Previous research has suggested that the desynchronization of the lower frequency alpha band is associated with attention.34,63) That is, suppression of the lower frequency alpha band occurs as attentional demands increase. Suicidal individuals often experience difficulty in controlling attention (i.e., deciding which stimuli to focus on)32) or have attentional biases toward suicide-related stimuli.30) In this case, alterations of the lower frequency alpha band may provide profound insight into suicidal behaviors of patients with depression. Little to no research has been done to examine the specific functions of the high alpha band and its relations to suicidal behavior in patients with depression. To our knowledge, the only prior studies of the high alpha band reported that it may be related to semantic or task specific effects.34,35) Therefore, future investigations of the high alpha band are warranted.

Our results revealed significant associations between the alpha asymmetry indices of the DLPFC, vmPFC, rACC, and OFC and suicidal behaviors in the LD group, but not in the RD group.

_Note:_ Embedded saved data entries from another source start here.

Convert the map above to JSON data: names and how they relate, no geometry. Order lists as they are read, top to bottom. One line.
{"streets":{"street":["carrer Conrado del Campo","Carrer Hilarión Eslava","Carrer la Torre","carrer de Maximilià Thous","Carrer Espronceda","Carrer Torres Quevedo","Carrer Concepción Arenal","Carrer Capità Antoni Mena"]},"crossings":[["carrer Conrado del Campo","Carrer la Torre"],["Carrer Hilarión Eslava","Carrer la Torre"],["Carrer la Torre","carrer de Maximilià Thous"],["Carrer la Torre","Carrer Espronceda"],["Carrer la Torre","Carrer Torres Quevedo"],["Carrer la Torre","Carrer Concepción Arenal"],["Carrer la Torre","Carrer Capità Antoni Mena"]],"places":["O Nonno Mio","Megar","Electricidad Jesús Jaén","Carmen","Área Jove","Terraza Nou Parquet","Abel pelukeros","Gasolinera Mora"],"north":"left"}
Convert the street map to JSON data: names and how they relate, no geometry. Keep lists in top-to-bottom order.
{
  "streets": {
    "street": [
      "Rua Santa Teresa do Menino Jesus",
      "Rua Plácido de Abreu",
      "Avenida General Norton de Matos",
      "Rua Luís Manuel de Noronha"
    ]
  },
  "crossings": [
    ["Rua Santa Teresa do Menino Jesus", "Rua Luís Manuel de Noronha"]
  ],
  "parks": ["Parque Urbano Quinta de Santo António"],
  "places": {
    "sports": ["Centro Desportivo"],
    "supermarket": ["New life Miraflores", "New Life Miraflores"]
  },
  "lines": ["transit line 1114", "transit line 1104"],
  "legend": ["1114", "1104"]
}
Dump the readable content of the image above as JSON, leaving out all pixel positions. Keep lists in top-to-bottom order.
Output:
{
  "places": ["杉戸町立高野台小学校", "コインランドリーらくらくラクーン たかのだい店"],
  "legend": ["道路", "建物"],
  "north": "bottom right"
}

The most consistent relationships were observed between the alpha asymmetry indices of the low alpha band and suicidal behavior. These findings indicate that suicide risk increases in coherence with the relative power of the lower frequency alpha band in the left hemispheres of each region. In particular, reduced activity in the left DLPFC has been shown to be associated with a tendency to negatively interpret emotional cues in MDD patients. According to Disner et al.,64) negative emotional interpretation could be a byproduct of ruminative tendencies that are reflected by hypoactivation of the left DLPFC. The study also claimed that abnormal cortical activity of the rACC might lead to ruminative tendencies in individuals with depression by inhibiting positive stimuli and simultaneously impeding the inhibition of negative stimuli. Moreover, significant reductions in gray matter in the left DLPFC and the rACC have been identified in suicidal individuals,65,66) as has cortical thickness in the left DLPFC and the ACC.67) These results suggest that such regions may play a significant role in suicidal behavior. In another study, Jollant et al.68) found reduced activity in the left OFC when individuals, who had previously attempted suicide, performed risky tasks. They suggested that reduced activity of the left OFC may be related with impaired decision making. In addition, deficits in the OFC have been associated with greater impulsivity,25,26) which is thought to indirectly increase suicide risk.69)

The reason that a relationship between alpha asymmetry of the cortical ROIs and suicidal behavior was only seen in the LD group remains ambiguous. A possible explanation is that the RD group might represent individuals with atypical depression, which has discrete biological foundations.70) It would thus be worthwhile for future studies to examine differences in alpha asymmetry among various subtypes of depression.

Lastly, we found that suicidal patients with depression were more likely to have ruminative tendencies and cognitive inflexibility than non-suicidal patients with depression. That is, suicidal individuals tend to fixate in their suicidal thoughts and are often unable to think of alternative solutions during mental sufferings. Such results are consistent with previous findings of cognitive rigidity in suicidal individuals.71,72)

Despite the significant findings, there are some limitations to our study. The main limitation is that we did not control for comorbidities, which may affect alpha asymmetry. For example, it is thought that the pattern of alpha asymmetry in patients with anxiety is the opposite of that of patients with MDD, in that the relative alpha power is greater in the right hemisphere than in the left.73) Another limitation is that although we believe that the alpha asymmetry indices might reflect the cognitive rigidity of suicidal individuals, the direct relationship was not examined in our study. Future studies ought to focus on identifying the association between source level alpha asymmetry indices and cognitive abilities in MDD patients with suicidal tendencies using more sophisticated designs.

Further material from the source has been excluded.